CPU 1, 3, 5, 7 is CPU utilization by Control plane tasks - right?
How then CPU utilization for situation with TMM thread/s with load > 80% can be checked? In such situation part of CPU utilization is on even CPU, part on odd CPU - graph is not showing info which part on odd CPU is control plane and which is data plane.
Are there any tools (GUI or CLI) that are providing exact CPU utilization (virtual core utilization) per TMM thread?

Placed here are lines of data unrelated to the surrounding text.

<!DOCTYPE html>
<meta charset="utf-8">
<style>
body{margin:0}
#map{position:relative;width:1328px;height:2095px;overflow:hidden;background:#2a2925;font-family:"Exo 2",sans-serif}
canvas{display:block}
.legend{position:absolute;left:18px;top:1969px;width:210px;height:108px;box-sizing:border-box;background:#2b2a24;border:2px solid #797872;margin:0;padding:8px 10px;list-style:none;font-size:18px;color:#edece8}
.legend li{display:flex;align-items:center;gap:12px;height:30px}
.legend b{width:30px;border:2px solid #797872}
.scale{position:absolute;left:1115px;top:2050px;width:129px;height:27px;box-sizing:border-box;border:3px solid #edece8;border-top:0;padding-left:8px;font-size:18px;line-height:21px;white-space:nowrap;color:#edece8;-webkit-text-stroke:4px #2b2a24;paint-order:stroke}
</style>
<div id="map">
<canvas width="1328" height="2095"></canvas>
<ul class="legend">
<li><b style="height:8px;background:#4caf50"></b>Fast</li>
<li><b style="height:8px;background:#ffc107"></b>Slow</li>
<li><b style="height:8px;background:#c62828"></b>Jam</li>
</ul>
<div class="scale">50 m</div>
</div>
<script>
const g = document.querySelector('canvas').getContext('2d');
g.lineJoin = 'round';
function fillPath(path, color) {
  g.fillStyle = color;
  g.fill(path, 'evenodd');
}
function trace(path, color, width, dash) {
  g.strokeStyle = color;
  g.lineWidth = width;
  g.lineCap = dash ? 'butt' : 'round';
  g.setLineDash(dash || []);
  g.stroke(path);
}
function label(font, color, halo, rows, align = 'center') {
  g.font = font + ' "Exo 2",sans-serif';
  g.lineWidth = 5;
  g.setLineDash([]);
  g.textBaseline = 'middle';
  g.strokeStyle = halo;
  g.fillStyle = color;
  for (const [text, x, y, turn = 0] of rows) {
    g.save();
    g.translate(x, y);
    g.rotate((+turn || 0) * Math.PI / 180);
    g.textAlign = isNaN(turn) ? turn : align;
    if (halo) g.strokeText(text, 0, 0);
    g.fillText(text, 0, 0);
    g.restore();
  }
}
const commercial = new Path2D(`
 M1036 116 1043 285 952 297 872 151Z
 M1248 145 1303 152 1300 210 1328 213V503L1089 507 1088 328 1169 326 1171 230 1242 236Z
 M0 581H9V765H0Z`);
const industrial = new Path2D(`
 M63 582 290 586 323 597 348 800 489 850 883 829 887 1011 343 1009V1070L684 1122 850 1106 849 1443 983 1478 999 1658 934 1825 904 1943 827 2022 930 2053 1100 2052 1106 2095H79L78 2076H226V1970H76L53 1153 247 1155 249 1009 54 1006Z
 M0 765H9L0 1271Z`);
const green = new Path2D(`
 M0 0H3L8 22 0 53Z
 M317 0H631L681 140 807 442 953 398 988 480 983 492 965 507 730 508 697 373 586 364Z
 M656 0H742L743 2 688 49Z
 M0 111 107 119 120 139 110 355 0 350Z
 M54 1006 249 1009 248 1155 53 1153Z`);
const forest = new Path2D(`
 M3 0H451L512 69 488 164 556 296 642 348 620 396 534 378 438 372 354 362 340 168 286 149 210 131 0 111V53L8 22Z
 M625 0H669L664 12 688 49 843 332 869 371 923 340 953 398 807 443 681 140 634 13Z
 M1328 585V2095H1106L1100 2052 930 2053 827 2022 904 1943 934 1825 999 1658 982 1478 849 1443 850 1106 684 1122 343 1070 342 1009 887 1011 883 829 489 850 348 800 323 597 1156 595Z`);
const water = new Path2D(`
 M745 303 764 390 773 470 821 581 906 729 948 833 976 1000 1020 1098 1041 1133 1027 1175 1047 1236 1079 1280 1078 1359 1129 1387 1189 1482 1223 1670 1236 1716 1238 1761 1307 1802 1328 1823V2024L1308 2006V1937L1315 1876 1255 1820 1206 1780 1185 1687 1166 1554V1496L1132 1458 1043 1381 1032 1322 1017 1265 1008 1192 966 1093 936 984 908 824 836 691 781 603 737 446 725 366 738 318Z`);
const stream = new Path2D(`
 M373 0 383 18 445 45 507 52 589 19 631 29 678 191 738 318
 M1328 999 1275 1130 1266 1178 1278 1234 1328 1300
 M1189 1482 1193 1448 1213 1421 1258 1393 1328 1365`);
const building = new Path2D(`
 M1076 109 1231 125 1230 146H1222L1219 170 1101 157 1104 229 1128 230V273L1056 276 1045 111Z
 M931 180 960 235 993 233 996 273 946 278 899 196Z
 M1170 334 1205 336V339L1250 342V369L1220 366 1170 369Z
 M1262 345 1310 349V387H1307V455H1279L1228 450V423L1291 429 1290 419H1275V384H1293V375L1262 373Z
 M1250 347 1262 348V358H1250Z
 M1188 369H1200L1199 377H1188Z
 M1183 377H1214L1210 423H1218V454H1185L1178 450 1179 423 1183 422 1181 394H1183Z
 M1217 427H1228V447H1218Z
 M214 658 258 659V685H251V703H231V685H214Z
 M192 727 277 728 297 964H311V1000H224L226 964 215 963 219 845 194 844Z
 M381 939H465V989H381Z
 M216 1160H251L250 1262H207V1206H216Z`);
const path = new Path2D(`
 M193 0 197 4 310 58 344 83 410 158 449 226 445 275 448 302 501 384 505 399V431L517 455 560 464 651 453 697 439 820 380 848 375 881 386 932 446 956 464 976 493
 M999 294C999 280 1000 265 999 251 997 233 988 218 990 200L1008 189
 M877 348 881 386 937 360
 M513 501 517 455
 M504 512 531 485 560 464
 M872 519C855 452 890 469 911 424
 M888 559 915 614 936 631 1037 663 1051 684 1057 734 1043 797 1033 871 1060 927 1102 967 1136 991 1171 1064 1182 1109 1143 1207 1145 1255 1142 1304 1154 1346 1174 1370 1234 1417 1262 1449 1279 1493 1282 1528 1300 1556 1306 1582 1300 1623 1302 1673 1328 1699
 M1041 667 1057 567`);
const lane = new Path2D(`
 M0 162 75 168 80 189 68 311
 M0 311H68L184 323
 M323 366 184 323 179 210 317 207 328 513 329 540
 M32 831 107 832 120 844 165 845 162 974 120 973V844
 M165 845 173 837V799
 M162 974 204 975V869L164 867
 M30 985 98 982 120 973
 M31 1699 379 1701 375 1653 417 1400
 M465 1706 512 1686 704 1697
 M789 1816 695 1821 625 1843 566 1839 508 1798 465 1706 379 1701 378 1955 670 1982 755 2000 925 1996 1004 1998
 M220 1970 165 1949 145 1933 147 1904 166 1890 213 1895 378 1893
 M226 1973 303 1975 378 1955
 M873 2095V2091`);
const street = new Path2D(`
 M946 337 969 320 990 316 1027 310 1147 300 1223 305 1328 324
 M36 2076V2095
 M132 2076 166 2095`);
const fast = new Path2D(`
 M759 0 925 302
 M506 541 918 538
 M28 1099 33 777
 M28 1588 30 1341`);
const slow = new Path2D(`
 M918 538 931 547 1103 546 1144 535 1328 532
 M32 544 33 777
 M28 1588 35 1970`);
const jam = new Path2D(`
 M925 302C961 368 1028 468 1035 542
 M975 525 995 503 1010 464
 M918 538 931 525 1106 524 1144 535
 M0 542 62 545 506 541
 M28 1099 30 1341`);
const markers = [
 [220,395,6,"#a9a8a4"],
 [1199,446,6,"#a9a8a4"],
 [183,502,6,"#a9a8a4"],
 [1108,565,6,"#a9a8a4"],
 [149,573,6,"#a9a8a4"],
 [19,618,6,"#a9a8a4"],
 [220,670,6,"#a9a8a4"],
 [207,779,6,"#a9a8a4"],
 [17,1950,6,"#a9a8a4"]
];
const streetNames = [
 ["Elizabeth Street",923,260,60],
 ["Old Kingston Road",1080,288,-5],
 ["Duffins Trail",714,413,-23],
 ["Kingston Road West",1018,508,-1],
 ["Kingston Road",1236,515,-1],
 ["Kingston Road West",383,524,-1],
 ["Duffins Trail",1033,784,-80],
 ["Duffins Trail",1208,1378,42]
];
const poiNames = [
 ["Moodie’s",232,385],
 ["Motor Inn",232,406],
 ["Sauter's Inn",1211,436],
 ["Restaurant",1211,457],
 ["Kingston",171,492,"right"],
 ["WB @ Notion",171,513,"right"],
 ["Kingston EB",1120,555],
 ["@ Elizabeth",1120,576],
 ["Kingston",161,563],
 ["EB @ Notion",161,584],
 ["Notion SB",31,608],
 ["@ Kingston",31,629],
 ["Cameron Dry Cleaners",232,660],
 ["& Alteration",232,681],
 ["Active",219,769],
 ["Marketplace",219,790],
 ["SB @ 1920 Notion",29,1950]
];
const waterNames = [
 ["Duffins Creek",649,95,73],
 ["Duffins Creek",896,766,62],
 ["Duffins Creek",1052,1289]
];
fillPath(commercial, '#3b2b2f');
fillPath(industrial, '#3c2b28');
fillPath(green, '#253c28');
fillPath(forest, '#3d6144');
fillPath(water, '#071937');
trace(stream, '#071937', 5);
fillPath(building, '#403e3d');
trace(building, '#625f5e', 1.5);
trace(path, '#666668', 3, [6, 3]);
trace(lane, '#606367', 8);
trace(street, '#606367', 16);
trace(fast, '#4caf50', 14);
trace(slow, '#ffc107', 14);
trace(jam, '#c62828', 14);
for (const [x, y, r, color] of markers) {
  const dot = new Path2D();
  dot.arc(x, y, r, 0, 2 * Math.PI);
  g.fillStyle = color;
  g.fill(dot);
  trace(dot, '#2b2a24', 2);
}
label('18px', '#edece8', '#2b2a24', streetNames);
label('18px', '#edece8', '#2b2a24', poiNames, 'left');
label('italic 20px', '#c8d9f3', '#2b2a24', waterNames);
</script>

Last but not least what exactly is reported by Dashboard CPU section? What is CPU here:
- physical core
- virtual core (CPU on Performance graphs)
- physical core
- TMM process
- TMM thread
If this is virtual core reported here is there some difference for a way it's reported fot vCMP than for non vCMP systems? Like there could be much higher usage reported for busiest CPU?
And really last 🙂
What can be cause for big difference between busiest CPU and least busy? Assuming that statistically DAG distributes connections in equal share between TMM threads then big difference should rarely happen - or I am wrong?
Piotr
- JRahmAdmin
that's a lot to digest! Let me dig in and I'll get back to you.
- dragonflymrCirrostratus
Sorry, for that, my bad I am really curious creature :-), take your time, I really appreciate time and effort required to answer such questions.